Note that we do not necessarily need to use a hypothesis test here to make a *decision* about anything; rather, we are interested in simply *estimating* the magnitude of the relationship between minifigures and price in the population of Harry Potter legosets. Therefore, we can simply construct a confidence interval, rather than conducting a hypothesis test.

<!-- **Null hypothesis**: Recalling that we seek to prove that there is a relationship, we invoke a **stochastic proof by contradiction** by assuming that there is **no relationship** between the number of minifigures and price.
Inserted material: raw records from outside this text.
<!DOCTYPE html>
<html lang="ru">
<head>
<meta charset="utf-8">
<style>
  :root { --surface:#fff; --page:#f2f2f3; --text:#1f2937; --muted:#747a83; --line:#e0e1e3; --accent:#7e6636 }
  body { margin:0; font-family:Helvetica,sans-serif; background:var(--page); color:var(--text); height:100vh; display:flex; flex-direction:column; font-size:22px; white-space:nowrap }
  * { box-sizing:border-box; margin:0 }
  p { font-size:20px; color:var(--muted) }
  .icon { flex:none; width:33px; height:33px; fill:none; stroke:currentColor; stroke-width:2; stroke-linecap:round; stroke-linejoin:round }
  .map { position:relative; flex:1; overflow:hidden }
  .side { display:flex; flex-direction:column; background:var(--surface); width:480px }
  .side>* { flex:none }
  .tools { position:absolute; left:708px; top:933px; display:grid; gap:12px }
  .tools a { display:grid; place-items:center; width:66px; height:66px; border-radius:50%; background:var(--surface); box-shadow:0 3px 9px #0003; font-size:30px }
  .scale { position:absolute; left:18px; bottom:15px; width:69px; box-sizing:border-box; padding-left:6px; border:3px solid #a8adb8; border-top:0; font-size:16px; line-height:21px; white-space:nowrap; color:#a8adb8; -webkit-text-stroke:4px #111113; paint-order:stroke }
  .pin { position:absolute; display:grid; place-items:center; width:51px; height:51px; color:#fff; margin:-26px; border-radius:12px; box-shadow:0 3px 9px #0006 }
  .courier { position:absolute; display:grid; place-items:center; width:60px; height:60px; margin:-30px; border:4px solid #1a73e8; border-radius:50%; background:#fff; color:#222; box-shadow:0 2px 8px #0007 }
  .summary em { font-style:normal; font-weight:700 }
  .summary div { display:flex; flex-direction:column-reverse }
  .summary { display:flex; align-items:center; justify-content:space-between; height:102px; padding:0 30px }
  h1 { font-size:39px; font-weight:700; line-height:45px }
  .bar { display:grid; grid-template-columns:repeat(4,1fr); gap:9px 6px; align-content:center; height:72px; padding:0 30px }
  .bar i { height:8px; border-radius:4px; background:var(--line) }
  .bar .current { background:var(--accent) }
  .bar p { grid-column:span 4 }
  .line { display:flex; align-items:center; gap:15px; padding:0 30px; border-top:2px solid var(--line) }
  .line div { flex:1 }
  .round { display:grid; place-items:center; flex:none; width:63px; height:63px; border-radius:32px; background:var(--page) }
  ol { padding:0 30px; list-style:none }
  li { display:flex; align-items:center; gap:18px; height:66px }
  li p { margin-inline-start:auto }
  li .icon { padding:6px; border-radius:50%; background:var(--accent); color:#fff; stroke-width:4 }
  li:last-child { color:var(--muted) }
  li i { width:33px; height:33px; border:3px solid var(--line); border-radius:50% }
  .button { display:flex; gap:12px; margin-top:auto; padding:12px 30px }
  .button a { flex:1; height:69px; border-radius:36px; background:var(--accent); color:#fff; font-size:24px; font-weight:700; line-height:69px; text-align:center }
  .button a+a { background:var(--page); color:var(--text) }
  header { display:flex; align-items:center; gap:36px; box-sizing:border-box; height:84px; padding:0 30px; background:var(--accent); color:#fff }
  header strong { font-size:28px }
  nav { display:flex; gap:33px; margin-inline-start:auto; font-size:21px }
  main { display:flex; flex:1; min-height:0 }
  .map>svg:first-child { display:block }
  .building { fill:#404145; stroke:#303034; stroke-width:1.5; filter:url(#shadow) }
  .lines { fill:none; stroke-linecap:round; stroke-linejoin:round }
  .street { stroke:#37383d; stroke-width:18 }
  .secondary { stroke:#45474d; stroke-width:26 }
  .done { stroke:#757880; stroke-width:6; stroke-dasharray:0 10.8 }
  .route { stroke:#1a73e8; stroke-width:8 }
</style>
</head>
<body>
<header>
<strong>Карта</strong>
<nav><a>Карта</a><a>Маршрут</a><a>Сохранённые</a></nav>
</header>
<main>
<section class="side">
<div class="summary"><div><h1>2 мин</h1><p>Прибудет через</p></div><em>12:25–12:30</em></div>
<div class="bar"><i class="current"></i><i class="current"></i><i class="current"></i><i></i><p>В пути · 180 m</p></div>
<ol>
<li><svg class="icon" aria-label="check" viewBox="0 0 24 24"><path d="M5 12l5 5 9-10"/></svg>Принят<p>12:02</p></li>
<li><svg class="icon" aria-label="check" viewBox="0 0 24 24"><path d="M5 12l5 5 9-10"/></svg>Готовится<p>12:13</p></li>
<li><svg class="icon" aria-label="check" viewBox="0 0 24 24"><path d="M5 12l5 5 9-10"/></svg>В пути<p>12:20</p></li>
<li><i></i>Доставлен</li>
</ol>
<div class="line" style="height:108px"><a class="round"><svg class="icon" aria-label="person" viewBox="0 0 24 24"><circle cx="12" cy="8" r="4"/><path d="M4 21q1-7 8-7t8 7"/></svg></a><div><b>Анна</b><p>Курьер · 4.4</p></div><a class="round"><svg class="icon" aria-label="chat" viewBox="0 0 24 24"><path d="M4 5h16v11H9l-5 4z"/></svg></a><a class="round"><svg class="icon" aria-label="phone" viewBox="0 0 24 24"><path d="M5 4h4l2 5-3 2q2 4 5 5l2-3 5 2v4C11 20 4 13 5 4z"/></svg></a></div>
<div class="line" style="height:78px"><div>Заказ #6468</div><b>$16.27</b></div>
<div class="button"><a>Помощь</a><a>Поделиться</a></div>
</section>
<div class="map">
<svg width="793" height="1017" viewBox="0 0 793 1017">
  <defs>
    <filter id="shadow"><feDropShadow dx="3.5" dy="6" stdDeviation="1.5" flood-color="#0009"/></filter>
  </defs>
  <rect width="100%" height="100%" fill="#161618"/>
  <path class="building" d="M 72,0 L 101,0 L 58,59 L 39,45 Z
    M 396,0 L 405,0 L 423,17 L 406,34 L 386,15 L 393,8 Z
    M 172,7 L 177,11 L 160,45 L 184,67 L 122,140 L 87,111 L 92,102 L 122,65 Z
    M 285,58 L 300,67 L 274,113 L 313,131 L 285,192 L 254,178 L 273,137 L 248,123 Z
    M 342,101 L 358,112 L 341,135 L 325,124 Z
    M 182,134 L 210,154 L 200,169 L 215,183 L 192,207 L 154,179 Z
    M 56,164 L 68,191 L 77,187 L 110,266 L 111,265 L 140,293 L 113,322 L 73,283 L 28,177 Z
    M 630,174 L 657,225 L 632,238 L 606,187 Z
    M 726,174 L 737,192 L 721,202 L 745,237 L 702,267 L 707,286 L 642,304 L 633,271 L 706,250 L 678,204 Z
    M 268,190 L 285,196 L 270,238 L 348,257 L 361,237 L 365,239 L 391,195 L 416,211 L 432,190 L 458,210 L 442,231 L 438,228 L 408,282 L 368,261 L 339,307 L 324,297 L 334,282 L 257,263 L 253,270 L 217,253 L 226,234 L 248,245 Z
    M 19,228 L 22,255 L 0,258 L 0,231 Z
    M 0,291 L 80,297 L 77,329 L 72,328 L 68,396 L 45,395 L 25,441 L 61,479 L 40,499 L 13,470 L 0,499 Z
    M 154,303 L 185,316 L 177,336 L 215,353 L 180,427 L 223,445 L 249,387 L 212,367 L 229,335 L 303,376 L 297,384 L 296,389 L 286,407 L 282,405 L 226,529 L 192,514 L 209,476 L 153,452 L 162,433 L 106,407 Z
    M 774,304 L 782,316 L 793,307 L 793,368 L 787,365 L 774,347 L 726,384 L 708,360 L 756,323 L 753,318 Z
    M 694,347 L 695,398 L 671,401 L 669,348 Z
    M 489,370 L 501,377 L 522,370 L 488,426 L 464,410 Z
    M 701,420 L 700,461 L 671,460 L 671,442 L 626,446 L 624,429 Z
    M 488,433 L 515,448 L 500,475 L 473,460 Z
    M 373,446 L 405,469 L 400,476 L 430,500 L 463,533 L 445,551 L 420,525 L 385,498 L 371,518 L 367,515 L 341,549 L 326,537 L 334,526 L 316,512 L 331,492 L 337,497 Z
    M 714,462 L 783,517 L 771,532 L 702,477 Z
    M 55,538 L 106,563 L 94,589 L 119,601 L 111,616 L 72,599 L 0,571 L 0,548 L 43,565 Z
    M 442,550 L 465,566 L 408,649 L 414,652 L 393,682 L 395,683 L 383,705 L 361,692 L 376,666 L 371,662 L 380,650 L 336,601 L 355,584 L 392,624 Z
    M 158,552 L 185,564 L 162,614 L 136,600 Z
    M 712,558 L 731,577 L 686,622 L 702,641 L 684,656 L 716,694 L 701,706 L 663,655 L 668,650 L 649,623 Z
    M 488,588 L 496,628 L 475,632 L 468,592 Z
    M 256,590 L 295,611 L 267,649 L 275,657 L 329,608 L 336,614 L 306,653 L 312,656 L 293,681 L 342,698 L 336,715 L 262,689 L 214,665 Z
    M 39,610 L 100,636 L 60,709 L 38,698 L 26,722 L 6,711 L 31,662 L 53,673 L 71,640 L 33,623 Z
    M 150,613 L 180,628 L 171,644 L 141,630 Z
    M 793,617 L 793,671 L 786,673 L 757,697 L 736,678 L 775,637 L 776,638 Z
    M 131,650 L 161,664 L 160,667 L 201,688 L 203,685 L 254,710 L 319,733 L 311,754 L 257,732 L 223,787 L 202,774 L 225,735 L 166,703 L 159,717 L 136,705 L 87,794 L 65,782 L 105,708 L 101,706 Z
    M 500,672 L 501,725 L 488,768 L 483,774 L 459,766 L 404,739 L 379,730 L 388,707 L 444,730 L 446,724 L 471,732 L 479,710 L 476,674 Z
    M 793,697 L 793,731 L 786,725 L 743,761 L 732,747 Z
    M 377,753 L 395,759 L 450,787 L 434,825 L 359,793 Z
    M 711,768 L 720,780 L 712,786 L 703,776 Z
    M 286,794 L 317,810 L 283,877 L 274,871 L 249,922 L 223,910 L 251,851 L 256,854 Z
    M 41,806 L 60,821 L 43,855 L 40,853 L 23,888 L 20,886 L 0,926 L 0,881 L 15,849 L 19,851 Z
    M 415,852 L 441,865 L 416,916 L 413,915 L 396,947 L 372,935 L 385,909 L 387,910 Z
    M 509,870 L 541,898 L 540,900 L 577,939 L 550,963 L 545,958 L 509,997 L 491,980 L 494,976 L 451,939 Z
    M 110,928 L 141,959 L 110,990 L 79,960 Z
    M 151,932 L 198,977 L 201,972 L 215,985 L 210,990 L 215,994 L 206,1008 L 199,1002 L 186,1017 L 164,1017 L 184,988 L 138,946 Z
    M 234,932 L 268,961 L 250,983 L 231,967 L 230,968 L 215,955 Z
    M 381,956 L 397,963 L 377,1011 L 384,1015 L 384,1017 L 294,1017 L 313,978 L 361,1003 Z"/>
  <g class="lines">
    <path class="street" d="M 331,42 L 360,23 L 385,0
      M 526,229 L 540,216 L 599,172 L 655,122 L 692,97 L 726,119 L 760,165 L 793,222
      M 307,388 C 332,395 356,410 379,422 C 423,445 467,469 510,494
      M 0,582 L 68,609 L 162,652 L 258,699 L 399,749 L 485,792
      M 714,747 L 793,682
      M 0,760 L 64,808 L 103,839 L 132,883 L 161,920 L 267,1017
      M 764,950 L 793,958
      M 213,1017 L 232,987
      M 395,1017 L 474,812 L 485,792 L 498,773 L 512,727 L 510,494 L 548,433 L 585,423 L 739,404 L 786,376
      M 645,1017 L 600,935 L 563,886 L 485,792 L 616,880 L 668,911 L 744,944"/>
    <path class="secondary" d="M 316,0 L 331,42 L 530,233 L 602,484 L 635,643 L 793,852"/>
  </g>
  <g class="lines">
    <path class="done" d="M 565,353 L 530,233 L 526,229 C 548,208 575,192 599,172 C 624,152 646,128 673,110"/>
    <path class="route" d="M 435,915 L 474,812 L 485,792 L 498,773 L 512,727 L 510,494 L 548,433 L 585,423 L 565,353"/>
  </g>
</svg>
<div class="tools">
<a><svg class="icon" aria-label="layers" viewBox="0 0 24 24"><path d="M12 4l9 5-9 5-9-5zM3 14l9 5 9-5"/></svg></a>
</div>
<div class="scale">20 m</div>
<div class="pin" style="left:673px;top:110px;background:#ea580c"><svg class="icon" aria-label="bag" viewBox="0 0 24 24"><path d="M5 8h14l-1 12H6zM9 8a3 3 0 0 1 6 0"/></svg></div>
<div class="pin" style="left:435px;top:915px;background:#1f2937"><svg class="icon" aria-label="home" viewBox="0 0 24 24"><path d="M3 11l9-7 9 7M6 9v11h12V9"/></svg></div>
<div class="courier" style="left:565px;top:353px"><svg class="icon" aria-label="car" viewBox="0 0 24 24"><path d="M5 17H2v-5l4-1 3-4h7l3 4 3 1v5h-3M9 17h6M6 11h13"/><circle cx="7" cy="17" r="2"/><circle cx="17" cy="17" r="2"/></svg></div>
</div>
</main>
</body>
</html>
In the model, this means assuming that the slope $\beta_1 = 0$.  -->

<!-- We decide to use a small Type I error (1%) for this test. -->

**Estimate**: We can obtain our estimate $b_1$ from our data using `summary(lego_model)`, which provides us an estimate of this relationship.

```{r}
summary(lego_model)
```

Here the slope $b_1 = 10.54$; this means that for every additional minifigure in a Harry Potter lego set, the average price increases by \$10.54. How confident are we in this estimate? Is it precise? We can use the function `confint()` to construct a 95% confidence interval.

```{r}
confint(lego_model)
```

**Conclusion**: We are 95% confident that the true relationship between minifugures and price, $\beta_1$, is captured in the interval [8.38, 12.70]. Notably, this relationship cannot be generalized to all lego sets – only Harry Potter legosets.

<!-- Is this strong enough evidence to reject our null hypothesis? Since the null hypothesis is that $\beta_1 = 0$, we can use the built-in results from the model, which indicates that the p-value = `4e-13`. Note this is written in scientific notation $4*10^{-13} = 0.0000000000004$. Thus, if in fact there was no relationship between the number of minifigures and price, we would expect to find a slope this different in only a tiny percentage of samples.

**Conclusion**: Since our p-value is less than our pre-set Type I error (1%), we can reject the null hypothesis, thus concluding that there is a relationship between the number of minifigures and the price for Harry Potter lego sets. Notably, this relationship cannot be generalized to all lego sets – only Harry Potter legosets.  -->


## Final thoughts

As we wrap up this course, take a moment to reflect on what you have learned. You now know how to explore, describe and visualize data. You also know some of the basic principles of statistical theory – the role of randomization and chance, the idea that your data is one version of hypothetically many other versions you could have, the fundamentals of how to use data to test and prove claims. And you know how to apply these principles to real data, to understand uncertainty, to determine when patterns are common or rare, and to test hypotheses.